• _DIRECTIONS_: The entries below are to be reproduced in full, exactly as written.

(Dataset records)
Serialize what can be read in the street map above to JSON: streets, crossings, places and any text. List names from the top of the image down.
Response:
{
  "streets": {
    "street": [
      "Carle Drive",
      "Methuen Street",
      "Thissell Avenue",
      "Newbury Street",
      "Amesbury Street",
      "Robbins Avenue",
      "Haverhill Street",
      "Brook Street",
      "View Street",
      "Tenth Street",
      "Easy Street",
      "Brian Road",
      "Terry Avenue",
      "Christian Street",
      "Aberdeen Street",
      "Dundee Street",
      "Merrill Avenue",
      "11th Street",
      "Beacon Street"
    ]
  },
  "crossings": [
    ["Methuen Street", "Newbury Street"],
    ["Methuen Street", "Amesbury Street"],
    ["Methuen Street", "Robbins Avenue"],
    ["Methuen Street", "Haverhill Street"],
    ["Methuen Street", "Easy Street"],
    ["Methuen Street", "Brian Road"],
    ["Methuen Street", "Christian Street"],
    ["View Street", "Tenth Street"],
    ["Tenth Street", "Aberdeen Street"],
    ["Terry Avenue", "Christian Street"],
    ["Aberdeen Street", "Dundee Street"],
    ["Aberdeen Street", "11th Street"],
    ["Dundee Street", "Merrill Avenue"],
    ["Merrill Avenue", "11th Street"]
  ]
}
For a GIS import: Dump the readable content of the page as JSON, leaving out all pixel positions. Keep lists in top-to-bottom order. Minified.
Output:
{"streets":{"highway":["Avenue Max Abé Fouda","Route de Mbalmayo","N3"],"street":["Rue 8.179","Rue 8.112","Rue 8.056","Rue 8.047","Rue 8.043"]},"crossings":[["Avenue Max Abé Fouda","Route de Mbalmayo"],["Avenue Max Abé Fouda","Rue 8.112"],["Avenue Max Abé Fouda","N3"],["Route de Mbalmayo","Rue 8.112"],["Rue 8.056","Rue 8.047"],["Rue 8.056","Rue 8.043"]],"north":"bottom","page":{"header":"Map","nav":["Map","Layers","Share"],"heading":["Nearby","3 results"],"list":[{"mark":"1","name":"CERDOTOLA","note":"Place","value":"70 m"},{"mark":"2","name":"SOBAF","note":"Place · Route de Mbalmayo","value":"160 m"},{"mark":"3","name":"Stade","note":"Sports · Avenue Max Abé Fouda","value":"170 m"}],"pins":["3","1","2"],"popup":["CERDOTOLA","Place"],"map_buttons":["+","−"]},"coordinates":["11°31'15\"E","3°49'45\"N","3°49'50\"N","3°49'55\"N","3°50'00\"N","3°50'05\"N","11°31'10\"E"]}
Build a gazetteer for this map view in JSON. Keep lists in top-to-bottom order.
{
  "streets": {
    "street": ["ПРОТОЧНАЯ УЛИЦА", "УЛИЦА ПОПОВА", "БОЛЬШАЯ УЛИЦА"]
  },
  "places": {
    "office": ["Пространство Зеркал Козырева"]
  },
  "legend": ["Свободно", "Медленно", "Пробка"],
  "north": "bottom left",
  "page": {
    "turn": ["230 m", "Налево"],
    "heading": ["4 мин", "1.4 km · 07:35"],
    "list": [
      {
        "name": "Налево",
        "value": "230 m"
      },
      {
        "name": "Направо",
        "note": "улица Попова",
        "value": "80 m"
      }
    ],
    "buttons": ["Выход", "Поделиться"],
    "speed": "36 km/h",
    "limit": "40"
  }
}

• _THE ANSWER_:
Serialize what can be read in the street map above to JSON: streets, crossings, places and any text. List names from the top of the image down.
Response:
{
  "streets": {
    "street": [
      "Carle Drive",
      "Methuen Street",
      "Thissell Avenue",
      "Newbury Street",
      "Amesbury Street",
      "Robbins Avenue",
      "Haverhill Street",
      "Brook Street",
      "View Street",
      "Tenth Street",
      "Easy Street",
      "Brian Road",
      "Terry Avenue",
      "Christian Street",
      "Aberdeen Street",
      "Dundee Street",
      "Merrill Avenue",
      "11th Street",
      "Beacon Street"
    ]
  },
  "crossings": [
    ["Methuen Street", "Newbury Street"],
    ["Methuen Street", "Amesbury Street"],
    ["Methuen Street", "Robbins Avenue"],
    ["Methuen Street", "Haverhill Street"],
    ["Methuen Street", "Easy Street"],
    ["Methuen Street", "Brian Road"],
    ["Methuen Street", "Christian Street"],
    ["View Street", "Tenth Street"],
    ["Tenth Street", "Aberdeen Street"],
    ["Terry Avenue", "Christian Street"],
    ["Aberdeen Street", "Dundee Street"],
    ["Aberdeen Street", "11th Street"],
    ["Dundee Street", "Merrill Avenue"],
    ["Merrill Avenue", "11th Street"]
  ]
}
For a GIS import: Dump the readable content of the page as JSON, leaving out all pixel positions. Keep lists in top-to-bottom order. Minified.
Output:
{"streets":{"highway":["Avenue Max Abé Fouda","Route de Mbalmayo","N3"],"street":["Rue 8.179","Rue 8.112","Rue 8.056","Rue 8.047","Rue 8.043"]},"crossings":[["Avenue Max Abé Fouda","Route de Mbalmayo"],["Avenue Max Abé Fouda","Rue 8.112"],["Avenue Max Abé Fouda","N3"],["Route de Mbalmayo","Rue 8.112"],["Rue 8.056","Rue 8.047"],["Rue 8.056","Rue 8.043"]],"north":"bottom","page":{"header":"Map","nav":["Map","Layers","Share"],"heading":["Nearby","3 results"],"list":[{"mark":"1","name":"CERDOTOLA","note":"Place","value":"70 m"},{"mark":"2","name":"SOBAF","note":"Place · Route de Mbalmayo","value":"160 m"},{"mark":"3","name":"Stade","note":"Sports · Avenue Max Abé Fouda","value":"170 m"}],"pins":["3","1","2"],"popup":["CERDOTOLA","Place"],"map_buttons":["+","−"]},"coordinates":["11°31'15\"E","3°49'45\"N","3°49'50\"N","3°49'55\"N","3°50'00\"N","3°50'05\"N","11°31'10\"E"]}
Build a gazetteer for this map view in JSON. Keep lists in top-to-bottom order.
{
  "streets": {
    "street": ["ПРОТОЧНАЯ УЛИЦА", "УЛИЦА ПОПОВА", "БОЛЬШАЯ УЛИЦА"]
  },
  "places": {
    "office": ["Пространство Зеркал Козырева"]
  },
  "legend": ["Свободно", "Медленно", "Пробка"],
  "north": "bottom left",
  "page": {
    "turn": ["230 m", "Налево"],
    "heading": ["4 мин", "1.4 km · 07:35"],
    "list": [
      {
        "name": "Налево",
        "value": "230 m"
      },
      {
        "name": "Направо",
        "note": "улица Попова",
        "value": "80 m"
      }
    ],
    "buttons": ["Выход", "Поделиться"],
    "speed": "36 km/h",
    "limit": "40"
  }
}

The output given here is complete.